V Australia, Brer Rabbit and the Briar Patch

   

Virgin Blue might be playing Brer Rabbit pleading not to be flung into the Briar Patch over the misfortunes of its V Australia subsidiary.

The generally negative coverage given to V Australia’s ‘ruinously costly’ tilt at the Qantas dominated routes between Australia and the US doesn’t quit fit into the hole dug for it by the media, or for that matter, Virgin Blue’s management.

Owner Virgin Blue says the timing is horrid, that the start up costs are steep, and that they ruined a pretty good underlying profit for the group in the six months to 31 December.

All of those statements are true. But more is going on for an operation that starts the initial service between Sydney and Los Angeles this Friday afternoon.

V Australia is using a 360 seat Boeing 777-300ER that has a much more realistic division of capacity between economy, premium economy and business class than the giant Airbus A380 which is already taking over the Qantas services to America in a 450 seat layout. Luck maybe, but Qantas seems to have over catered for a shrinking cadre of high fare paying corporate travellers, while the Virgins are offering smaller premium club rooms including two bars, and a private suite conversion in which seven business class seats can be isolated from the rest of the flight.

Getting these proportions between economy and premium travellers right can drive many millions of dollars of advantage from one airline to another, especially if one of them, like V Australia, has started from a clean sheet, and included the levels of efficiency Qantas is trying to get from Jetstar.

 Brett Godfrey posed in Premium Economy in an effort to get the media to look at the legroom instead of the usual stunning models. Photo by Peter Ricketts

Brett Godfrey posed in Premium Economy in an effort to get the media to look at the legroom instead of the usual stunning models. Photo by Peter Ricketts

The problem for Jetstar is that it bet on the wrong Boeing, the much delayed and now range challenged 787 Dreamliner, which when it does turn up, will operate via Auckland, adding several hours to a trip made miserable by Jetstar’s trade mark crippling lack of leg room and the joys of paying for what is widely criticised as very poor food and over priced drinks.

What V Australia seems to have done is come up with quirky product that doesn’t replicate the equivalent fare categories on Qantas. The toilets play rock music…Yes they do…all of the seats are roomy for the type of cabin, and when you get a blanket you don’t have to choose which part of you will stay cold.
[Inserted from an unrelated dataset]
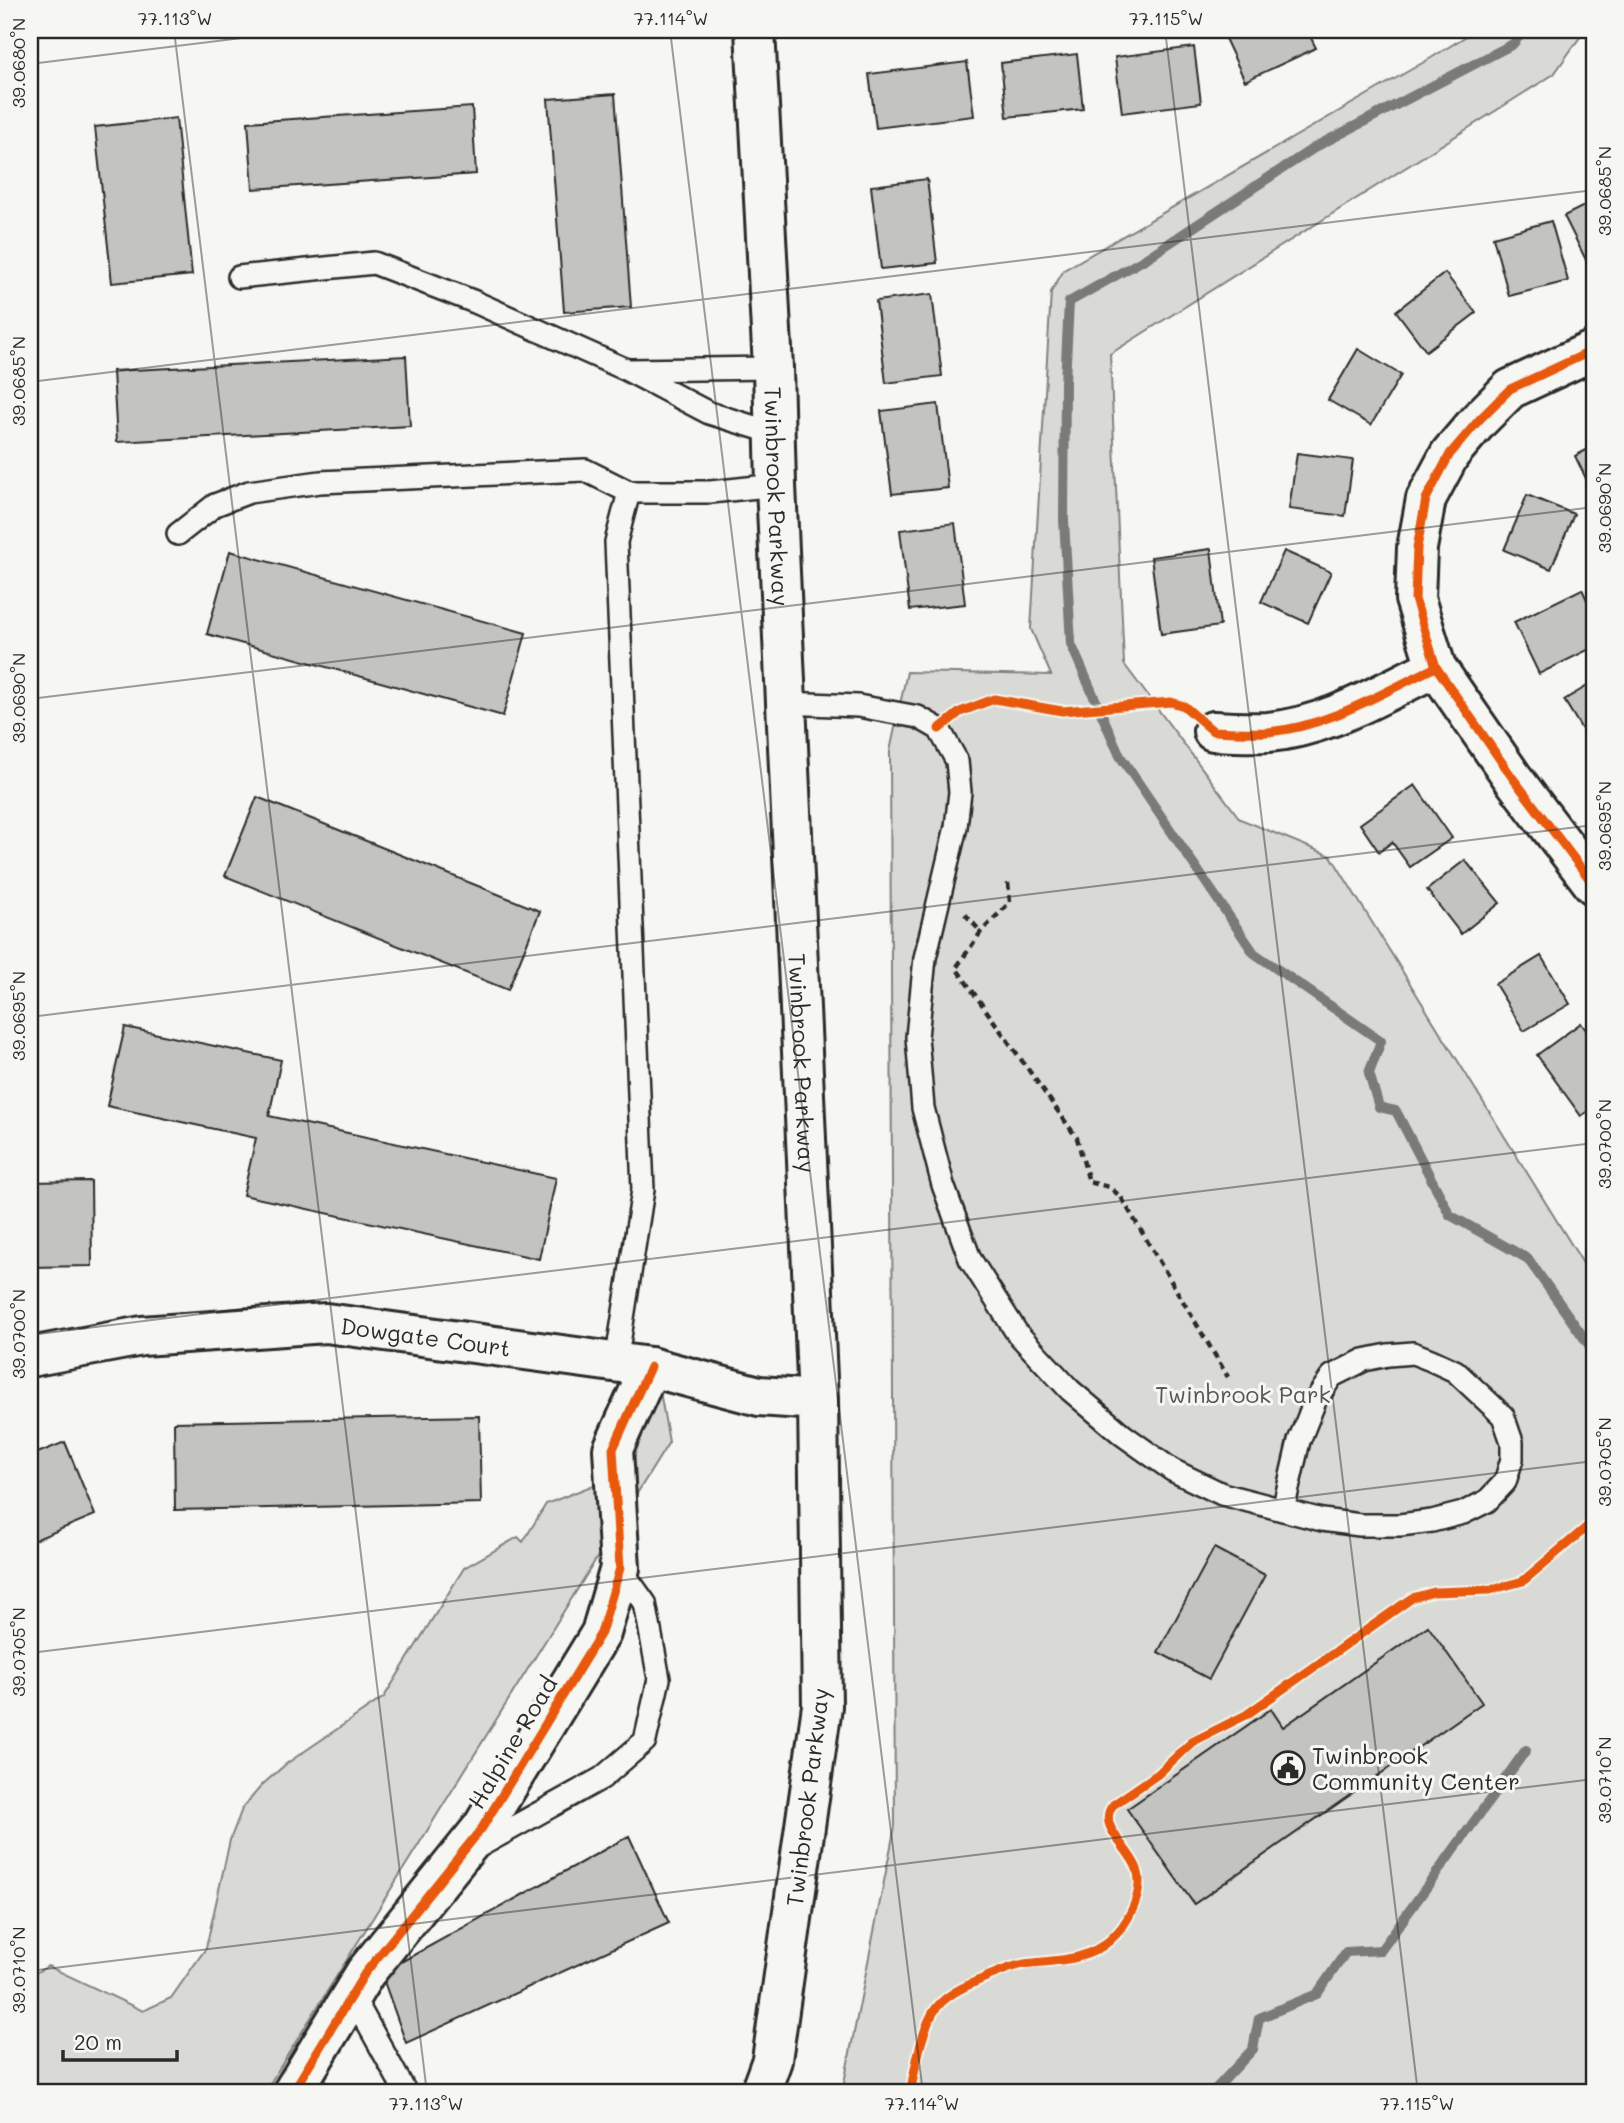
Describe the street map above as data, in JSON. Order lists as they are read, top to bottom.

It seems to have been designed with the maxim in mind that if you just duplicate an existing product you will fail.

Being ‘different’ is critical.

Eventually the 777 may prove too small for the trans Pacific routes, but the jet is ideal for some routes to South Africa, for which V Australia has already been granted future capacity, it is well suited to northern China and Asian cities, and it is right sized for taking on Qantas to London, when the current air treaty comes up for renewal in about two years from now. Or Dublin, or Paris, or Amsterdam, routes that defy the Qantas cost base and fleet utilisation practices and may do so for some time to come.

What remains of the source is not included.